A $15-billion open secret calls measures of exchange-traded fund values and industry assets into question
The introduction of single-ticket multi-fund products has been touted as a step forward for Canadian investors, especially those seeking a convenient way to get multi-asset exposure based on a specific risk tolerance level. But that has led to an unintended consequence.
“[T]he assets-under-management figures touted by the industry and some providers are ‘double counting’ as much as $15 billion in assets held in a growing class of ‘fund of fund’ products,” reported Victor Ferreira of the Financial Post.
Ferreira noted that most of the top Canadian providers have come out with ETFs of ETFs, which reinvest their assets into one or more of a provider’s base ETFs. That means when AUMs are calculated, assets placed in fund-of-fund offerings are counted not just for those products, but also for each individual fund within a given multi-fund product’s portfolio.
Figures from the National Bank of Canada indicate that Canada’s ETF space has a total AUM of $188 billion. But when accounting for double counting, it falls to $173 billion. Applying the same logic to ETF flows up to the end of September suggests that inflows for 2019 so far amount to $14.2 billion rather than $15.6 billion.

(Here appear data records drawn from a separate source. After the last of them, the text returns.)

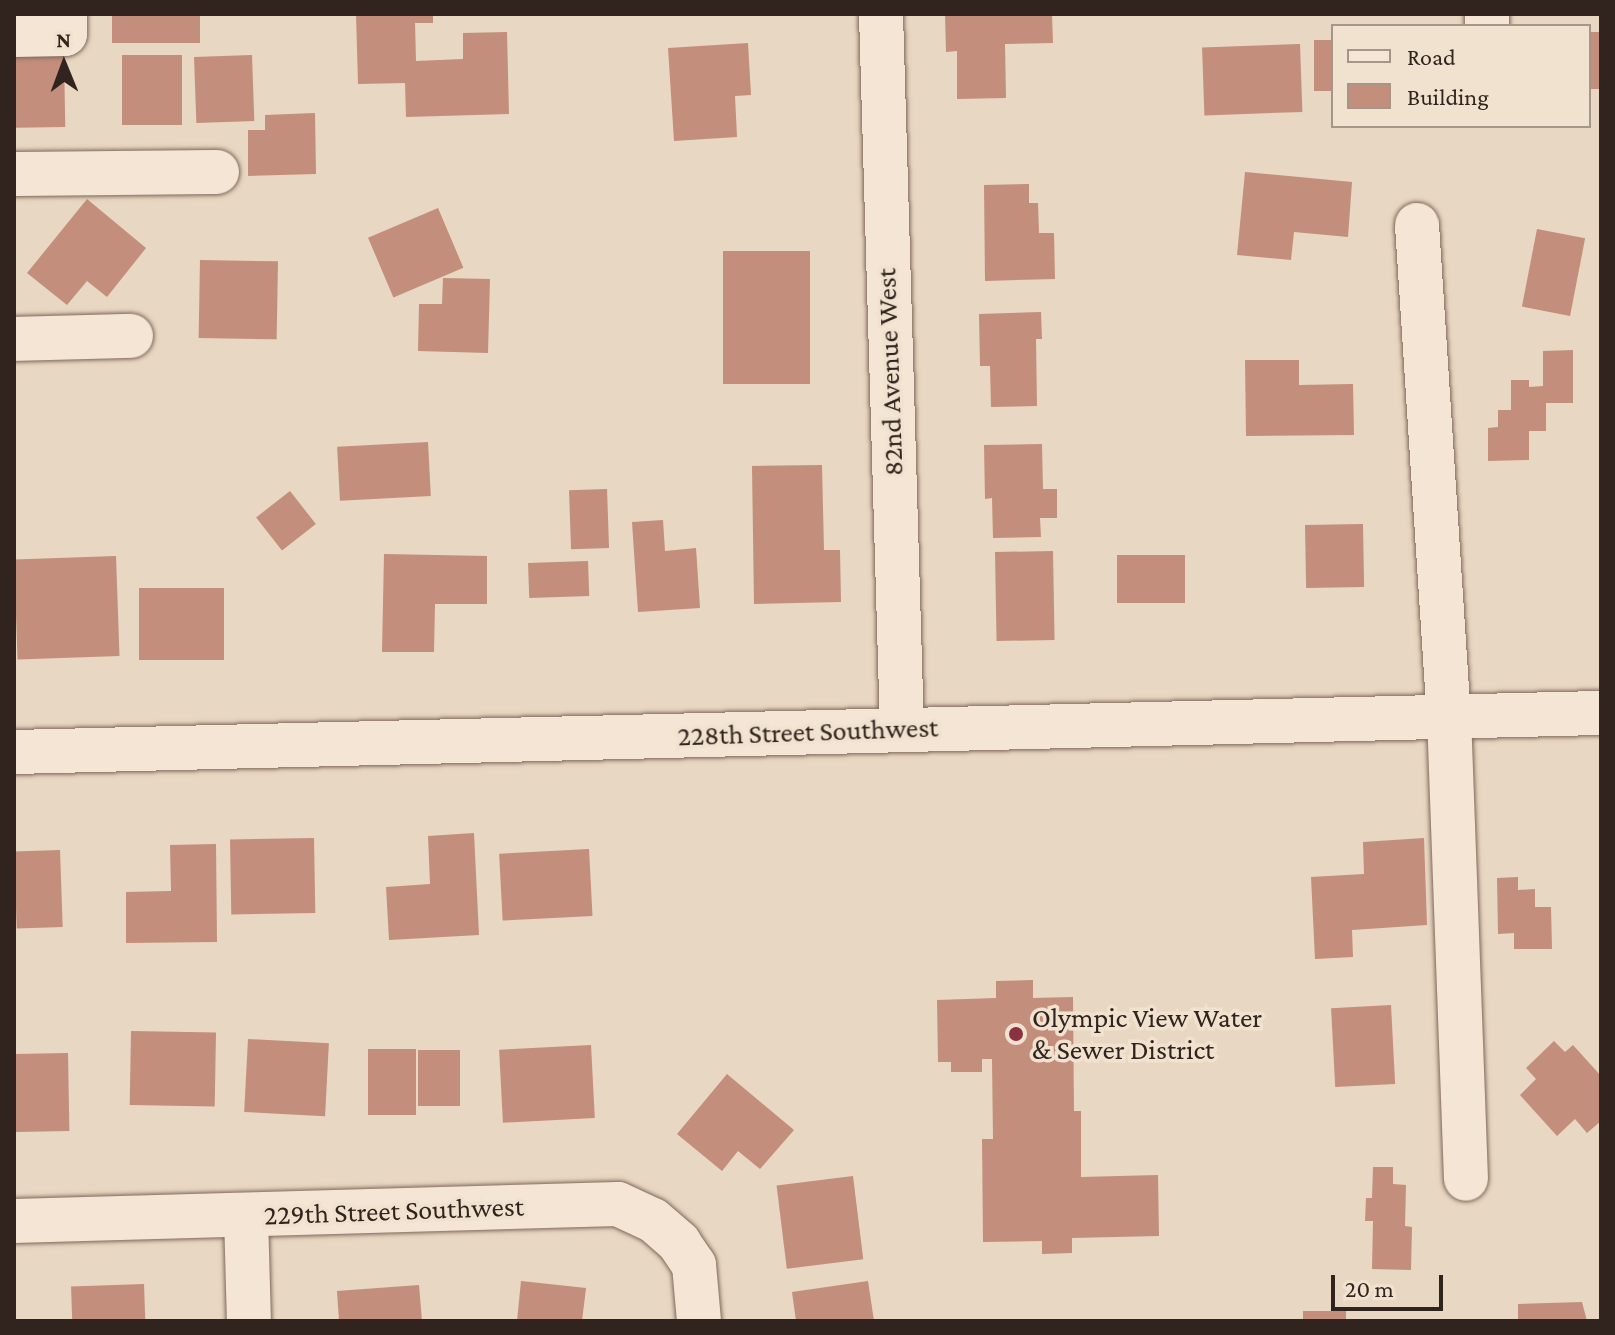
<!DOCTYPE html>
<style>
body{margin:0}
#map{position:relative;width:1615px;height:1335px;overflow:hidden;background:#e8d7c2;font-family:"Crimson Pro",serif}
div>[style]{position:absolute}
.building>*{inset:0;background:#c38e7b;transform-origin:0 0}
.roads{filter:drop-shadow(0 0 2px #80695b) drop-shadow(0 0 2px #80695b)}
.minor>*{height:44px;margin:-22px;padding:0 22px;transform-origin:22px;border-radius:22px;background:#f4e5d4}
.dots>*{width:22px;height:22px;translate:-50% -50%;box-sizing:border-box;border:4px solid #f1e2d0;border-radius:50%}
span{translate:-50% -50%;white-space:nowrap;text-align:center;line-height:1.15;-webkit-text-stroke:7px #f1e2d0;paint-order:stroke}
.street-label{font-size:28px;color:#31241e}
.poi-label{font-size:28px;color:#31241e}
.left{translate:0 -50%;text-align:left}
.frame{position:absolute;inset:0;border:16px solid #31241e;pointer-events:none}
.legend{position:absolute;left:1331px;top:24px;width:260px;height:104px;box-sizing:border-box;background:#f1e2d0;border:2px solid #a49689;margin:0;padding:10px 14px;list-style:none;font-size:24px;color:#31241e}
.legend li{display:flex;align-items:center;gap:16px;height:40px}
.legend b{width:40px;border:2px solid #a49689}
.north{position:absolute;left:24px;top:24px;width:80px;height:80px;-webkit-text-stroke:6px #f1e2d0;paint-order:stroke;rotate:359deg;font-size:22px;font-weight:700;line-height:32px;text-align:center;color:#31241e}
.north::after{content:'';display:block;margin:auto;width:28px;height:36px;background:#31241e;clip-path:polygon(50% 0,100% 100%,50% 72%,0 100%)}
.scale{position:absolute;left:1331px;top:1275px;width:112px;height:36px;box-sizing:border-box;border:4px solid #31241e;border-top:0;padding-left:10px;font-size:24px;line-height:28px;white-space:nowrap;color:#31241e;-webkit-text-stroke:6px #f1e2d0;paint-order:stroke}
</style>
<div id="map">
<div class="building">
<div style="left:112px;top:14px;width:88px;height:29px"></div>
<div style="clip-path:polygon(356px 14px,433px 14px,433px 23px,415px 23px,416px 61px,463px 59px,463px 33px,507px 32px,509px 114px,406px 117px,405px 83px,358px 84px)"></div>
<div style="clip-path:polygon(945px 14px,1052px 14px,1053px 43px,1005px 44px,1006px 98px,957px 99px,957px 51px,946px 52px)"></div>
<div style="left:1589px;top:32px;width:12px;height:57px"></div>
<div style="left:1314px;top:40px;width:19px;height:51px"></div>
<div style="clip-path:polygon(748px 43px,751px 95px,735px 96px,737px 137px,674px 141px,668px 48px)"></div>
<div style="left:1300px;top:44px;width:68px;height:98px;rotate:88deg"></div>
<div style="left:122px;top:55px;width:60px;height:70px"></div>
<div style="left:252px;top:55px;width:66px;height:58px;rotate:88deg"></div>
<div style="left:64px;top:56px;width:71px;height:50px;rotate:89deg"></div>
<div style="clip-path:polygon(315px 113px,316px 174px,248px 176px,248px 130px,265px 130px,265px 115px)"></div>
<div style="clip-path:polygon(1245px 172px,1352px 182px,1348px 237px,1294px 232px,1291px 260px,1237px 255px)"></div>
<div style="clip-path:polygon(1029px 184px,1029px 203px,1038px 203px,1039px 233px,1054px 233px,1055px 279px,985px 281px,984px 185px)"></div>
<div style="clip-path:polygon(87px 199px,146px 248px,107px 297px,87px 281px,67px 305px,27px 273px)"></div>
<div style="left:438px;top:208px;width:65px;height:76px;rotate:67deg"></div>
<div style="left:1537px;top:229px;width:49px;height:79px;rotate:11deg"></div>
<div style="left:810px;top:251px;width:133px;height:87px;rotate:90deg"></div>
<div style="left:200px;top:260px;width:78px;height:78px;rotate:1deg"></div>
<div style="clip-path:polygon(443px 278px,490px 279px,488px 353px,418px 351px,419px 304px,442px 304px)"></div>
<div style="clip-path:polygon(1041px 312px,1042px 339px,1036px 339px,1037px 406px,991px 407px,990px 366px,980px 366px,979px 314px)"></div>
<div style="clip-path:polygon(1573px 350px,1573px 403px,1546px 403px,1546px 431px,1529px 431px,1529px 460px,1488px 461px,1488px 428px,1498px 427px,1498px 410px,1511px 410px,1511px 380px,1529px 380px,1529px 387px,1543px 386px,1543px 351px)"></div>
<div style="clip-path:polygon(1245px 360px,1299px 360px,1299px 385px,1353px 384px,1354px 435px,1246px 436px)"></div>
<div style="left:428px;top:442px;width:54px;height:91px;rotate:87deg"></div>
<div style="clip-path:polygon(1042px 444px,1043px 489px,1057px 489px,1057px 518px,1040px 518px,1041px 537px,993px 538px,992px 498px,985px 499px,984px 445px)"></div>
<div style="clip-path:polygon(822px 465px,824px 550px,840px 550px,841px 602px,754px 604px,752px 466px)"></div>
<div style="left:607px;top:489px;width:59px;height:38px;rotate:88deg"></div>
<div style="left:290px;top:491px;width:42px;height:43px;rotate:52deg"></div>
<div style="clip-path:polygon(663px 520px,665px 551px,696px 548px,700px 608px,638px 612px,632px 522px)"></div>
<div style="left:1363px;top:524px;width:63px;height:58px;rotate:89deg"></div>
<div style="left:1053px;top:551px;width:89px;height:58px;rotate:89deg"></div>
<div style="clip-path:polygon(384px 554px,487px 556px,487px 604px,435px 604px,434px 652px,382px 652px)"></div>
<div style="left:1185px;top:555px;width:48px;height:68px;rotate:90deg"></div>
<div style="left:116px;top:556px;width:100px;height:102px;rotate:88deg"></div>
<div style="left:588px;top:561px;width:35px;height:60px;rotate:88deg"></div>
<div style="left:139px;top:588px;width:85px;height:72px"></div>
<div style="clip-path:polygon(474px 833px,479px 935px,389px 940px,386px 887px,430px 884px,428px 836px)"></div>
<div style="left:314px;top:838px;width:75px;height:84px;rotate:89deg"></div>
<div style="clip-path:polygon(1424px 838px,1427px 925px,1352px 930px,1353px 957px,1315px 959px,1311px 877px,1364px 874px,1363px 842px)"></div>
<div style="clip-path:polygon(216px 844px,217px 942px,126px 943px,126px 892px,171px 891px,170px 845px)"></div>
<div style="left:589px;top:849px;width:67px;height:90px;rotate:87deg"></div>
<div style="left:60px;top:850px;width:77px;height:46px;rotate:88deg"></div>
<div style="clip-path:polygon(1518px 877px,1518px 890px,1535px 889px,1535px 907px,1551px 907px,1552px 949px,1514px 949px,1514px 933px,1498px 934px,1497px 878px)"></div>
<div style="clip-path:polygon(1033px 980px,1033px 998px,1073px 997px,1074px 1111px,1081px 1111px,1081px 1177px,1158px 1175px,1159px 1236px,1072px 1238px,1072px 1253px,1042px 1254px,1042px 1241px,983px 1242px,982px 1139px,993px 1139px,992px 1059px,982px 1059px,982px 1072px,951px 1072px,951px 1062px,938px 1062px,937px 1000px,996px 998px,996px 981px)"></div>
<div style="left:1391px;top:1005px;width:79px;height:60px;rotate:87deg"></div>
<div style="left:131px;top:1031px;width:85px;height:74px;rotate:1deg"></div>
<div style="left:248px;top:1039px;width:81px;height:73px;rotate:3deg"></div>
<div style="clip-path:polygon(1554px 1041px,1565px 1052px,1573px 1045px,1601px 1076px,1601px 1121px,1587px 1133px,1575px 1119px,1557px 1136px,1520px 1095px,1536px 1079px,1526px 1068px)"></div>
<div style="left:591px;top:1045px;width:73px;height:92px;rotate:87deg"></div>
<div style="left:368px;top:1049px;width:48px;height:66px"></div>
<div style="left:418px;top:1050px;width:42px;height:56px"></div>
<div style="left:68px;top:1053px;width:78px;height:54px;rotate:89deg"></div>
<div style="clip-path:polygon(727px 1074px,794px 1130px,760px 1169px,738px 1151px,722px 1171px,677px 1134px)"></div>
<div style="clip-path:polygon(1373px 1167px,1393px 1167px,1393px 1184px,1406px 1185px,1405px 1226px,1412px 1227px,1411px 1270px,1372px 1269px,1373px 1221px,1365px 1221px,1366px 1198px,1372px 1198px)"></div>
<div style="left:853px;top:1176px;width:84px;height:77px;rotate:83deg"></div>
<div style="clip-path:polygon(521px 1281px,586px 1288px,582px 1321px,517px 1321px)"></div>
<div style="clip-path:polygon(868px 1281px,874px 1321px,796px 1321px,792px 1292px)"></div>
<div style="left:144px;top:1284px;width:37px;height:73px;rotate:88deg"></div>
<div style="clip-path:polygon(419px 1285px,422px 1321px,339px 1321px,337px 1291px)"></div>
<div style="clip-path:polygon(1582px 1302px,1587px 1321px,1518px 1321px,1518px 1304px)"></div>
<div style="left:1346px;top:1311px;width:10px;height:43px;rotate:90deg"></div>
</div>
<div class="roads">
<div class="minor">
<div style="left:881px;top:14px;width:716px;rotate:88.32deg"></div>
<div style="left:1487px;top:14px;width:12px;rotate:90deg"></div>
<div style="left:14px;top:35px;width:51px;rotate:-1.1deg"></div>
<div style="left:65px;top:34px;width:20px;rotate:-90deg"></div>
<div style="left:14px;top:174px;width:203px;rotate:-0.6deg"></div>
<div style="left:1417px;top:225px;width:492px;rotate:86.3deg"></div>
<div style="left:1449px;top:716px;width:463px;rotate:87.9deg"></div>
<div style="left:14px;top:339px;width:117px;rotate:-1.5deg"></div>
<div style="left:14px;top:752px;width:1587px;rotate:-1.41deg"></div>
<div style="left:246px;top:1216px;width:105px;rotate:88.4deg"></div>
<div style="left:14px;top:1221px;width:604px;rotate:-1.61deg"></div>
<div style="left:618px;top:1204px;width:38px;rotate:25deg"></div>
<div style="left:653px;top:1220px;width:35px;rotate:41deg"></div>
<div style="left:679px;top:1243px;width:27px;rotate:56deg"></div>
<div style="left:694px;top:1265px;width:56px;rotate:84.9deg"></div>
</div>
</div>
<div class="dots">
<div style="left:1016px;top:1034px;background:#893240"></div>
</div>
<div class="street-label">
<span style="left:890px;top:372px;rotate:-92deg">82nd Avenue West</span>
<span style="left:808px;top:732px;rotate:-2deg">228th Street Southwest</span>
<span style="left:394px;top:1211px;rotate:-2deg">229th Street Southwest</span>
</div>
<div class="poi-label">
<span class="left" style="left:1032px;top:1034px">Olympic View Water<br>&amp; Sewer District</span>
</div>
<div class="frame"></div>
<ul class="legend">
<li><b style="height:10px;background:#f4e5d4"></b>Road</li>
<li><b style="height:22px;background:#c38e7b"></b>Building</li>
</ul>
<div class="north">N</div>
<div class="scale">20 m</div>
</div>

“Double counting is a marketing tactic — it’s a show of force,” Mark Noble, senior vice-president of ETF strategy at Horizons ETFs, said to the Post. “[B]y and large, rightly or wrongly, usually the deciding factor on if [investors] buy an ETF in an asset class is whether it’s the largest or not.”
Horizons has three asset-allocation offerings that are invested entirely in its own ETFs, as well as another four fund-of-fund solutions composed of ETFs from third parties. According to Noble, the firm doesn’t scrub out the double-counting effect when calculating its ETF AUMs.
Based on its own in-house analysis of BMO Global Asset Management’s ETF line-up, the Post determined that the firm also does not eliminate double counting from its AUM determinations. If holdings within BMO GAM’s 19 ETFs-of-ETFs were subtracted appropriately, its total AUM as of October 7 would dip from $59.91 billion to $52.93 billion.
“Vanguard, which ranks third in the ranking of ETF providers by AUM, has five asset allocation ETFs of ETFs, entirely made up of its own products,” the news outlet noted.
Investment firms have no real incentive to do away with double counting, Noble said. He also reported observing some new products amass hundreds of millions in AUM a few weeks after launch; after looking into their holdings, he said the lion’s share of flows came from other investment products offered by the same provider.
But according to Daniel Straus, National Bank of Canada vice-president of ETFs and financial product research, the practice of double counting is neither illegal nor harmful to investors. “[T] he size of the assets in a fund complex only really matter to the managers and shareholders of that company rather than the investors in the trusts who are getting the return experience of the underlying holdings,” he said.
There’s also a potential benefit, he added. Many ETFs-of-ETFs are created to provide a Canada- hedged alternative to an already existing product, so high trading activity for one will naturally result in a liquidity boost for the other.